Upon returning from Australia, he was greeted at Heathrow Airport by the press and promptly signed his first record deal, with which he purchased an iconic Jaguar. Leading his own gang The Shubdubs, Nicol released a first single with the songs Husky and Don’t Come Back and a second with Humpty Dumpty and Night Train.

But none were successful. Neither did the shows that he financed out of his own pocket and that only harvested semi-empty rooms.

In 1965 he declared bankruptcy with a debt that exceeded 4000 pounds. His wife asks for a divorce and takes him away from their only son. Nicol ends up living in the basement of his mother’s house. In 1976 he was summoned by the Swedish band The Spotnicks, with whom he records and travels the world.

But by then Nicol was facing another serious problem: his addiction to hard drugs. During a tour he left the group without warning and settled in Mexico without his whereabouts being known.

He survives with a small business dedicated to the manufacture of buttons and in 1975 he returned to England and dedicated himself to masonry and house renovation.

For the almost 40 years that followed, Jimmy Nicol refused to give notes, although on occasion he accepted a brief interview, as in 1984, during a Beatles fan convention in Amsterdam.

Taking Ringo’s place was the worst thing that ever happened to me” he said at the time. “I was calm and happy gaining thirty or forty pounds a week. When the headlines of the newspapers died, I began to die too”.

The fleeting line-up of the Beatles in 1964

The fleeting line-up of the Beatles in 1964.

However, despite living on the edge for years, Nicol resisted selling his fleeting history with the Beatles, dismissing the tempting sums they offered him and that would have come in handy.

“After the money ran out, I thought about making money in some way or another. But I never wanted to hang on to The Beatles fame. They had been very good to me,” he acknowledged in 1987.

The 90s passed and nothing was heard from Nicol. Some fans speculated about his death or his definitive return to Mexico.

But in 2005 the British newspaper The Daily Mail confirmed that he was living poorly in London and testified with the last photograph that is known to this day of the ephemeral Beatle; aged and careless in dress, wandering the city streets.

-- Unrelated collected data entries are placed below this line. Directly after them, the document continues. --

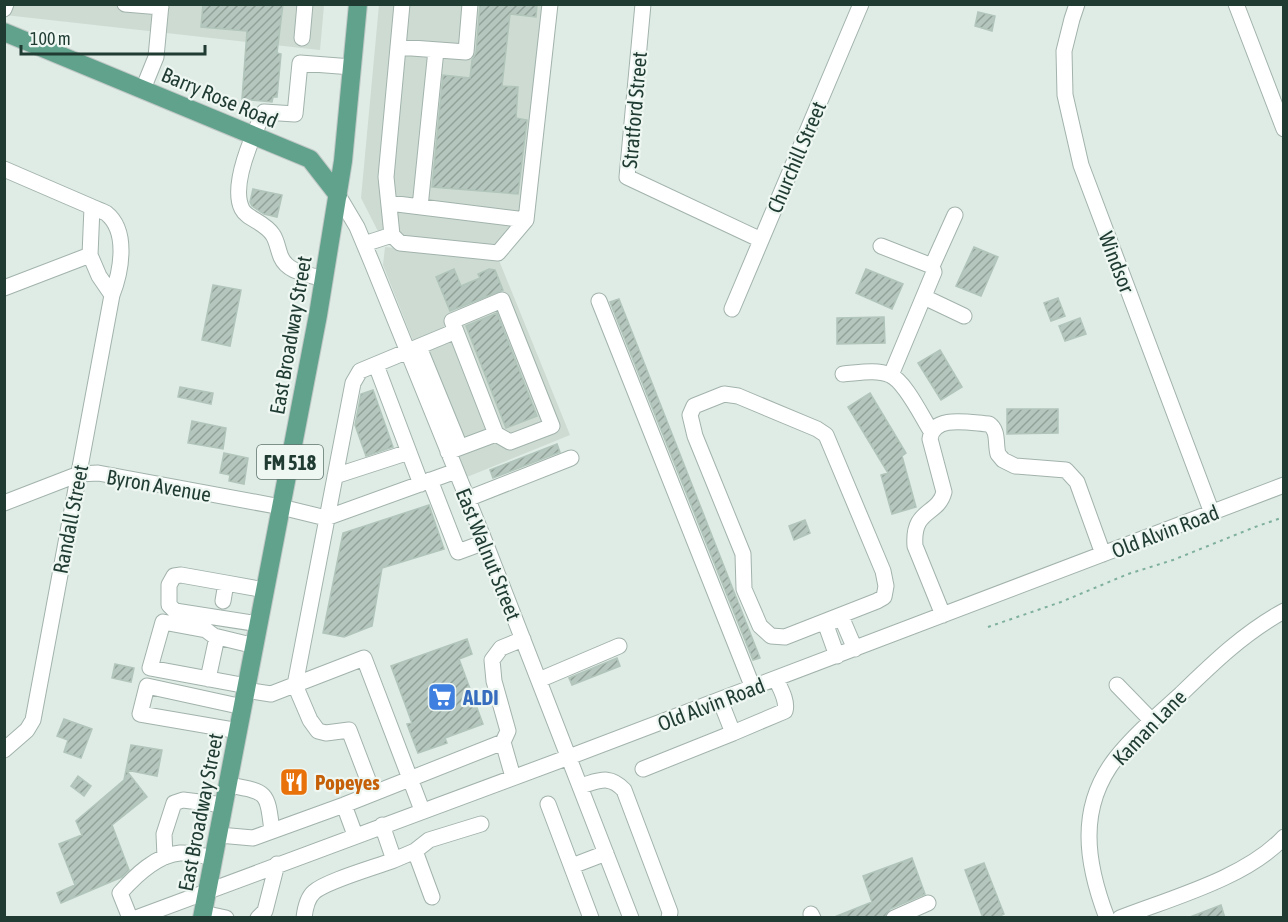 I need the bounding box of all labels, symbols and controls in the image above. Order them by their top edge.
scale bar [21,18,206,56]
text: 100 m [30,28,71,49]
street label: Stratford Street [617,51,651,169]
street label: Barry Rose Road [158,62,282,132]
street label: Churchill Street [762,98,830,216]
street label: Windsor [1094,228,1140,297]
street label: East Broadway Street [264,254,316,416]
road number: FM 518 [257,445,323,479]
street label: Randall Street [48,463,92,575]
street label: Byron Avenue [105,464,213,506]
street label: East Walnut Street [452,484,526,624]
street label: Old Alvin Road [1108,500,1222,562]
street label: Old Alvin Road [654,673,768,735]
supermarket icon: ALDI [426,681,458,713]
street label: Kaman Lane [1107,684,1191,770]
place label: ALDI [462,685,499,709]
street label: East Broadway Street [173,731,227,893]
restaurant icon: Popeyes [278,766,310,798]
place label: Popeyes [315,770,380,794] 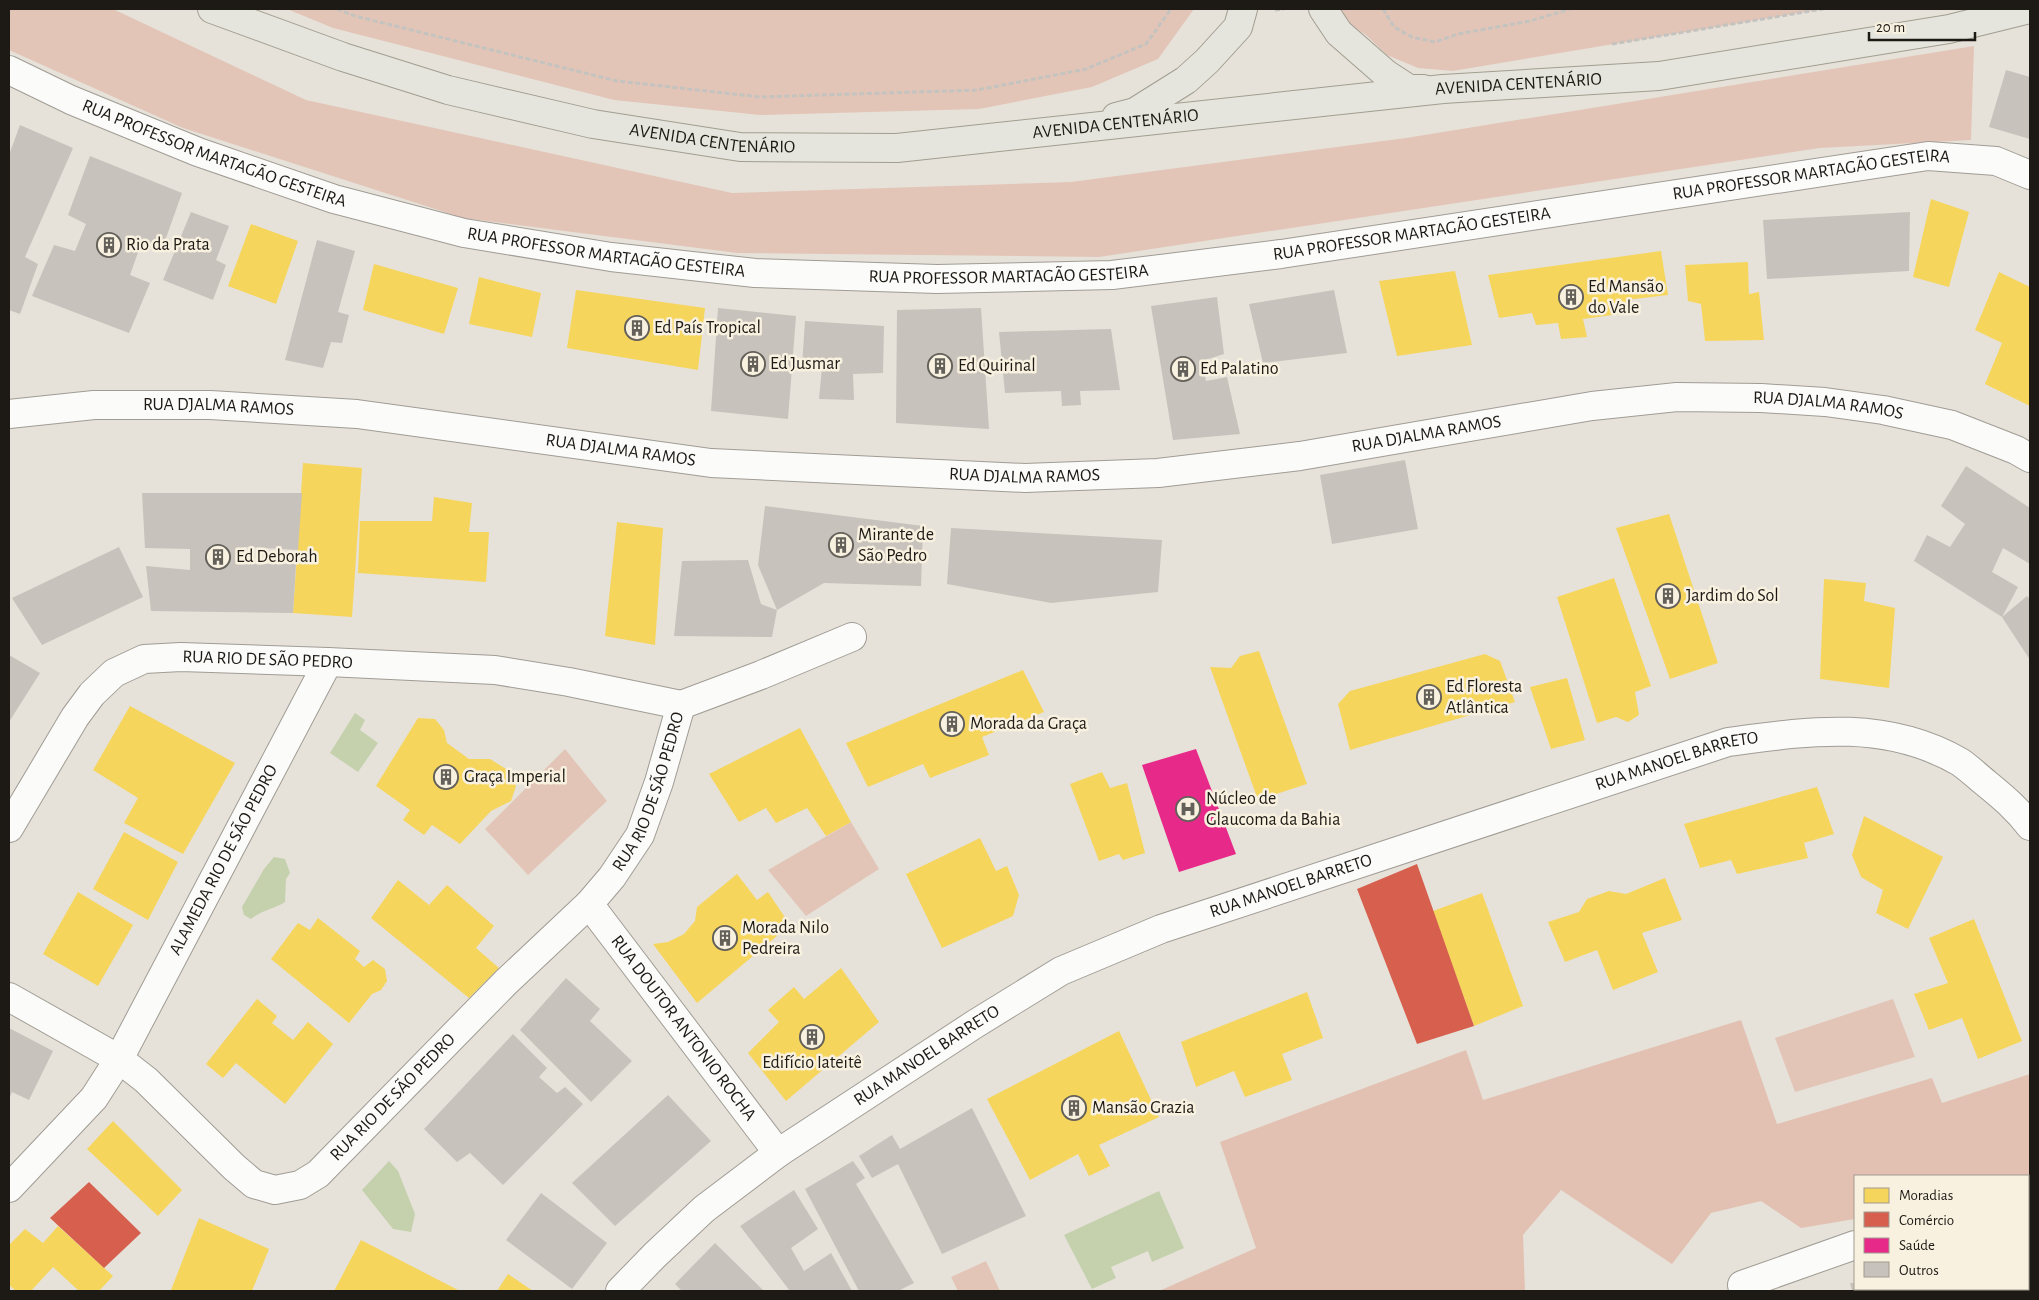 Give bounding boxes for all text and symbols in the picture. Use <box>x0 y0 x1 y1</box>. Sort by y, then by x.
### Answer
scale bar <box>1869 10 1975 42</box>
text: 20 m <box>1876 20 1905 35</box>
street label: AVENIDA CENTENÁRIO <box>1434 69 1602 99</box>
street label: RUA PROFESSOR MARTAGÃO GESTEIRA <box>80 97 349 211</box>
street label: AVENIDA CENTENÁRIO <box>1031 106 1199 142</box>
street label: AVENIDA CENTENÁRIO <box>628 121 795 156</box>
street label: RUA PROFESSOR MARTAGÃO GESTEIRA <box>1671 147 1951 204</box>
street label: RUA PROFESSOR MARTAGÃO GESTEIRA <box>1272 204 1552 264</box>
street label: RUA PROFESSOR MARTAGÃO GESTEIRA <box>466 225 747 281</box>
building icon: Rio da Prata <box>96 232 122 258</box>
place label: Rio da Prata <box>126 236 210 254</box>
street label: RUA PROFESSOR MARTAGÃO GESTEIRA <box>868 261 1150 288</box>
place label: Ed Mansão do Vale <box>1588 278 1664 317</box>
building icon: Ed Mansão do Vale <box>1558 284 1584 310</box>
building icon: Ed País Tropical <box>624 315 650 341</box>
place label: Ed País Tropical <box>654 319 761 337</box>
building icon: Ed Jusmar <box>740 351 766 377</box>
building icon: Ed Quirinal <box>927 353 953 379</box>
place label: Ed Jusmar <box>770 355 840 373</box>
building icon: Ed Palatino <box>1170 356 1196 382</box>
place label: Ed Quirinal <box>958 357 1036 375</box>
place label: Ed Palatino <box>1200 360 1279 378</box>
street label: RUA DJALMA RAMOS <box>1753 389 1905 423</box>
street label: RUA DJALMA RAMOS <box>143 396 295 419</box>
street label: RUA DJALMA RAMOS <box>1350 413 1503 456</box>
street label: RUA DJALMA RAMOS <box>545 431 697 470</box>
street label: RUA DJALMA RAMOS <box>949 465 1100 487</box>
place label: Mirante de São Pedro <box>858 526 934 565</box>
building icon: Mirante de São Pedro <box>828 532 854 558</box>
building icon: Ed Deborah <box>205 544 231 570</box>
place label: Ed Deborah <box>236 548 318 566</box>
building icon: Jardim do Sol <box>1655 583 1681 609</box>
place label: Jardim do Sol <box>1686 587 1779 605</box>
street label: RUA RIO DE SÃO PEDRO <box>182 648 353 672</box>
place label: Ed Floresta Atlântica <box>1446 678 1522 717</box>
building icon: Ed Floresta Atlântica <box>1416 684 1442 710</box>
street label: RUA RIO DE SÃO PEDRO <box>609 710 688 875</box>
building icon: Morada da Graça <box>939 711 965 737</box>
place label: Morada da Graça <box>970 715 1087 733</box>
street label: RUA MANOEL BARRETO <box>1593 729 1759 794</box>
street label: ALAMEDA RIO DE SÃO PEDRO <box>166 762 281 958</box>
building icon: Graça Imperial <box>433 764 459 790</box>
place label: Graça Imperial <box>464 768 566 786</box>
place label: Núcleo de Glaucoma da Bahia <box>1206 790 1340 829</box>
hospital icon: Núcleo de Glaucoma da Bahia <box>1175 796 1201 822</box>
street label: RUA MANOEL BARRETO <box>1208 851 1374 921</box>
place label: Morada Nilo Pedreira <box>742 919 829 958</box>
building icon: Morada Nilo Pedreira <box>712 925 738 951</box>
street label: RUA DOUTOR ANTONIO ROCHA <box>607 932 760 1125</box>
street label: RUA MANOEL BARRETO <box>851 1002 1003 1110</box>
building icon: Edifício Iateitê <box>799 1024 825 1050</box>
street label: RUA RIO DE SÃO PEDRO <box>327 1030 459 1165</box>
place label: Edifício Iateitê <box>762 1054 862 1072</box>
building icon: Mansão Grazia <box>1061 1095 1087 1121</box>
place label: Mansão Grazia <box>1092 1099 1195 1117</box>
legend <box>1854 1175 2029 1290</box>
text: Moradias <box>1899 1188 1953 1203</box>
text: Comércio <box>1899 1213 1954 1228</box>
text: Saúde <box>1899 1238 1935 1253</box>
text: Outros <box>1899 1263 1939 1278</box>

Jimmy Nichol fotografiado por The Daily Mail (Gavin Rodgers/Pixel)

Jimmy Nichol photographed by The Daily Mail (Gavin Rodgers/Pixel).

Years later, in 2013 the lawyer and journalist Jim Berkenstadt public The Beatle who Vanished (The Beatle who disappeared), the first book that explores Nicol’s sad story.

Berkenstadt was known for his earlier work: Black Market Beatles a careful investigation into the band’s “pirate” records, records taken without authorization or rights directly from shows and rehearsals.

In 2017 the producer Alex Orbison, son of the remembered singer Roy Orbison, bought the rights to the book to take it to the movies, associated with Ashley Hamilton’s Roy’s Boys Films production company, but until today the project has not materialized.

Few traces remain of Nicol in Beatle history today. Perhaps just a phrase that was made a joke as those 1964 shows went on. Every time John or Paul were asked about the young drummer about how he felt in the middle of that maelstrom, good old Jimmy answered convinced “It´s Gettin´ Better” (is improving).

The phrase, which generated laughter because of its repetition, was used years later by Paul to title one of the best songs of the world. Sgt. Pepper’s Lonely Hearts Club Band released on June 1, 1967.

Nothing more than a small memento that Jimmy, at 81, if he’s still alive, may treasure along with that signed gold watch that marked the final hour of his short-lived fame.